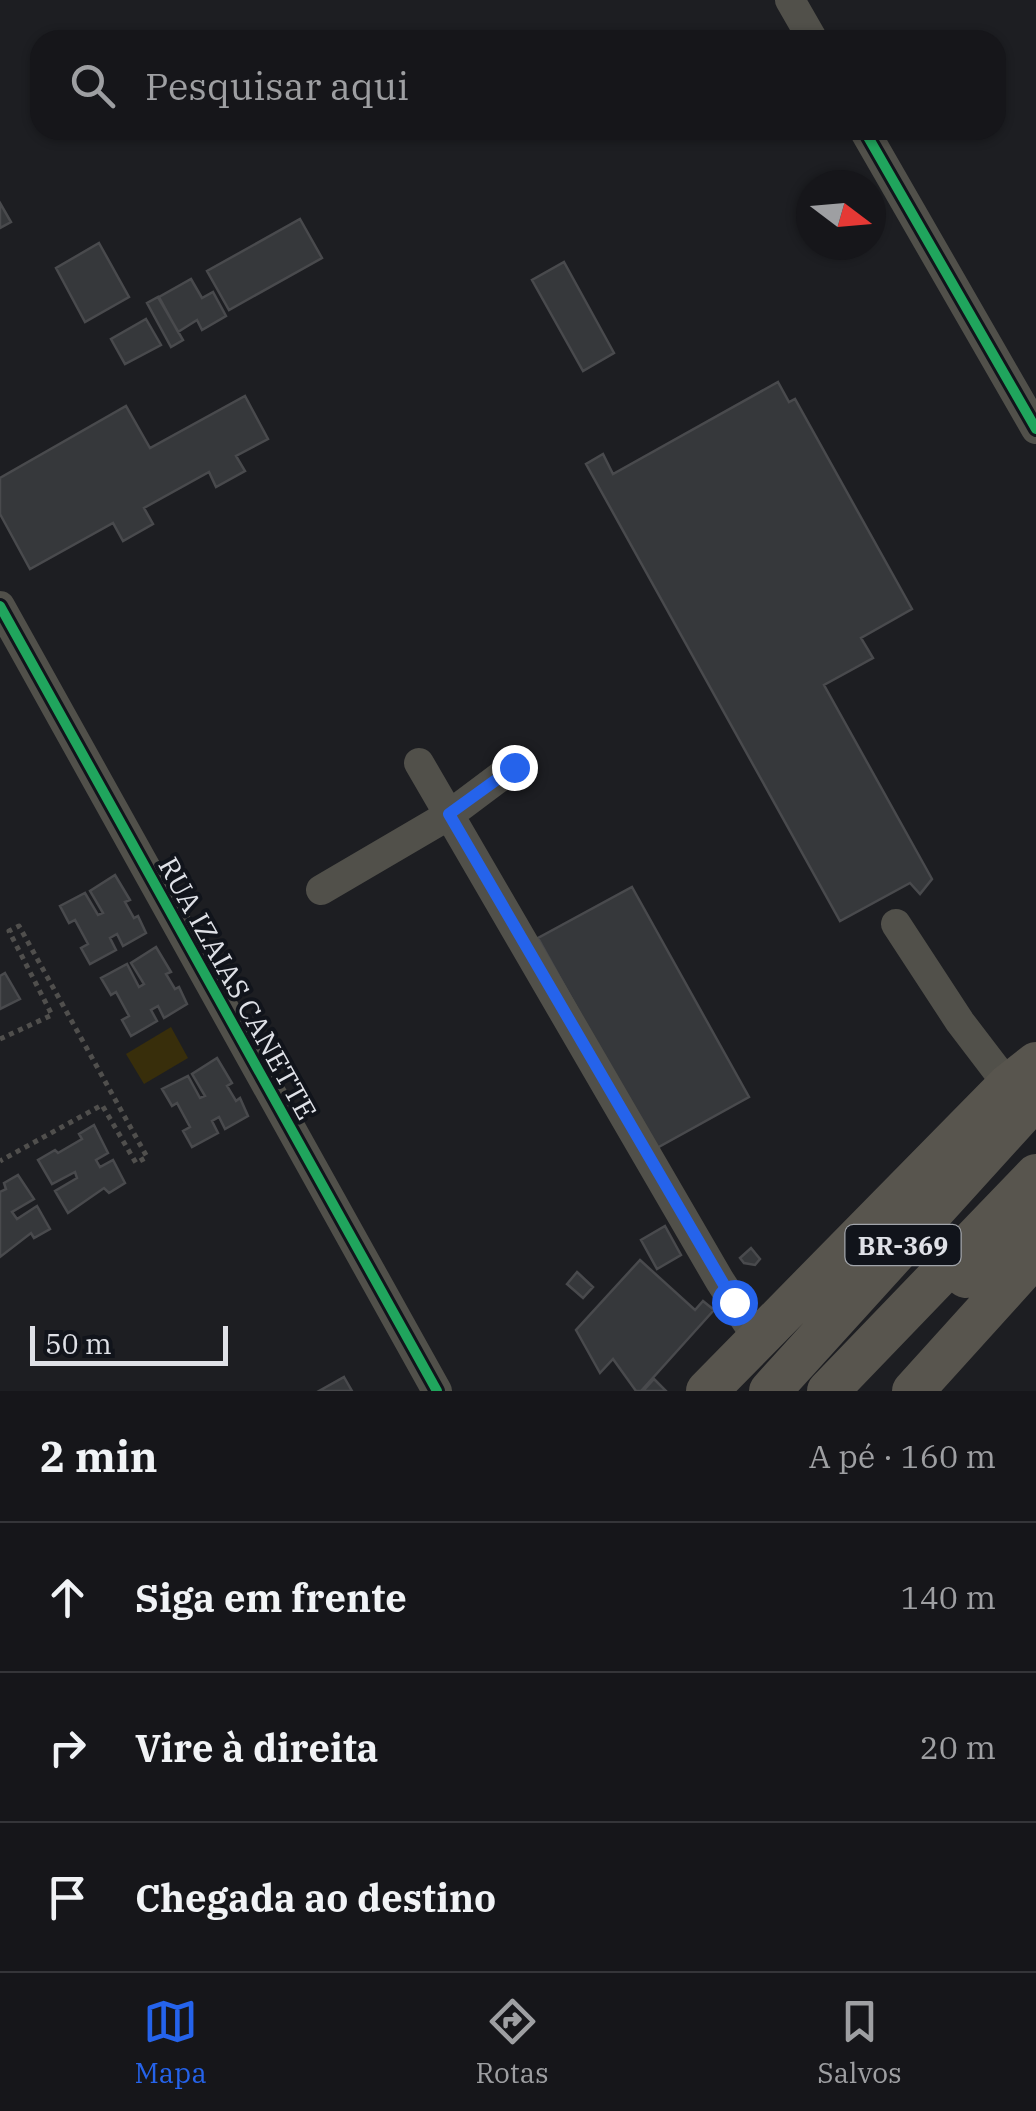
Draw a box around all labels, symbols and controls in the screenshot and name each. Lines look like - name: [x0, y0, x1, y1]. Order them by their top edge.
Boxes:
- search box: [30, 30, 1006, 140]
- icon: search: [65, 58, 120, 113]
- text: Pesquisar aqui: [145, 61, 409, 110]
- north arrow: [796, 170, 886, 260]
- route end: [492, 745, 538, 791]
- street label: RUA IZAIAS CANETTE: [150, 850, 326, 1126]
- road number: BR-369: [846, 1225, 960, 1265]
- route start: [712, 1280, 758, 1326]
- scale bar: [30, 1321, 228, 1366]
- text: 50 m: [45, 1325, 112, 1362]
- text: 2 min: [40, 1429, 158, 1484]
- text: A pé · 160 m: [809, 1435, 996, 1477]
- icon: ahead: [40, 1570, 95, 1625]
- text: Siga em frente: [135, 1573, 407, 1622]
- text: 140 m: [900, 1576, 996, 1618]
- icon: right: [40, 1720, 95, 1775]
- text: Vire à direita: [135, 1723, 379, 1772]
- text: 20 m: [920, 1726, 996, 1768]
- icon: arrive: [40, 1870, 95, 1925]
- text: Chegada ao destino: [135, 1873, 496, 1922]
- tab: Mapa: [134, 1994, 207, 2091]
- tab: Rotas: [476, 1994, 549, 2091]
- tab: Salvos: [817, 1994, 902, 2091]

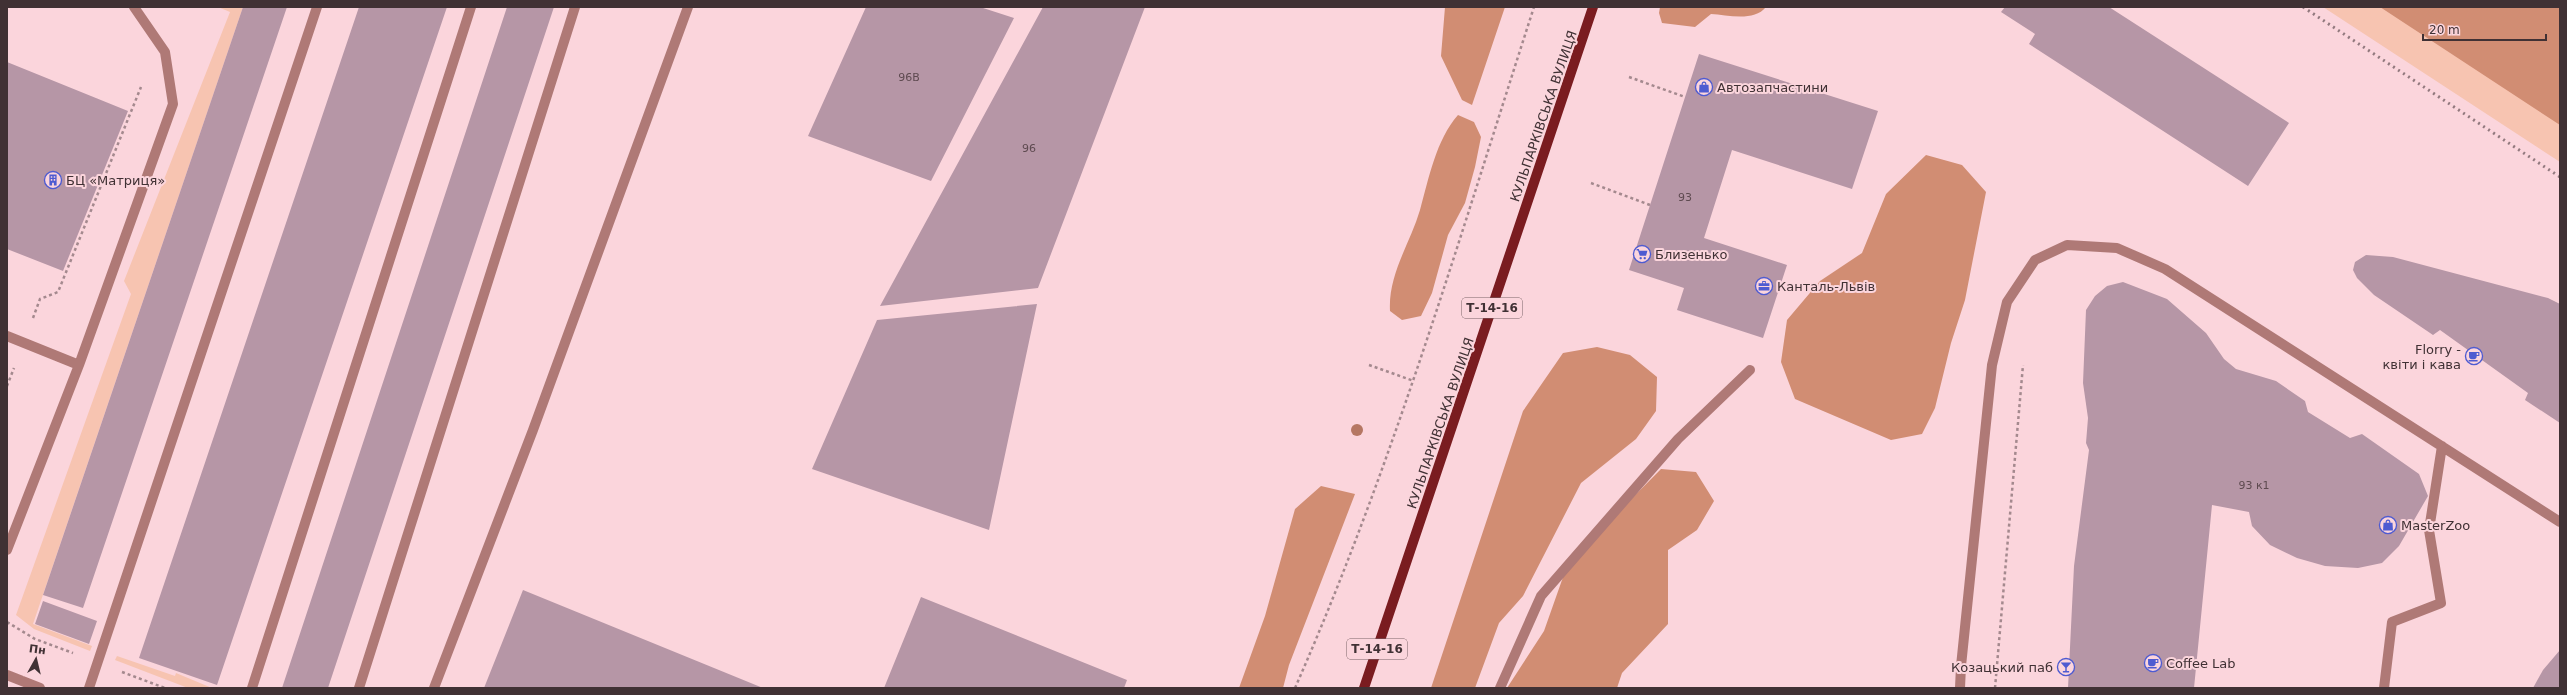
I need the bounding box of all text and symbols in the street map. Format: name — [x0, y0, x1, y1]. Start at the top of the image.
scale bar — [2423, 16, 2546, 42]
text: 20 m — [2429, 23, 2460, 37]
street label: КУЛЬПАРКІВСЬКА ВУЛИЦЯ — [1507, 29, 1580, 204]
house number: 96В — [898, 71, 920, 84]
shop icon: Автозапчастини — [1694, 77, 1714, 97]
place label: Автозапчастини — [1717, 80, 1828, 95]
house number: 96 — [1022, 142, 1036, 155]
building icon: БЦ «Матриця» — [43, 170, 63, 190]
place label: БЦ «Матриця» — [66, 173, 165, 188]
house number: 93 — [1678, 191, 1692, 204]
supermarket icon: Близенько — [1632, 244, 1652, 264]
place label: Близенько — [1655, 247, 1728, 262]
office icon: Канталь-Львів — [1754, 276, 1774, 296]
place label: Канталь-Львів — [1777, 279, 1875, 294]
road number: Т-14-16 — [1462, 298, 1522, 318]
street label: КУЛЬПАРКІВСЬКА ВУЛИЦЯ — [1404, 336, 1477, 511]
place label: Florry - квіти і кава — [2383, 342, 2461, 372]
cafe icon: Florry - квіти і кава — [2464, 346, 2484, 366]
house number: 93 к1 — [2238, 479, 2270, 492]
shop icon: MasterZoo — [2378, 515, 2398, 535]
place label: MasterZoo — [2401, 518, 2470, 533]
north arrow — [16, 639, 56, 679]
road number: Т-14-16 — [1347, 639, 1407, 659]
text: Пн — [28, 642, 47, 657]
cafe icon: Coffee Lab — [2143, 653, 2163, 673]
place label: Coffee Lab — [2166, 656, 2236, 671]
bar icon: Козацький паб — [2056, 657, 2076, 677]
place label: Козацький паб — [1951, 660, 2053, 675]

▶ **Task details**: A single figure is required: how many lines above contain the word "street".

▶ **Written response**: 4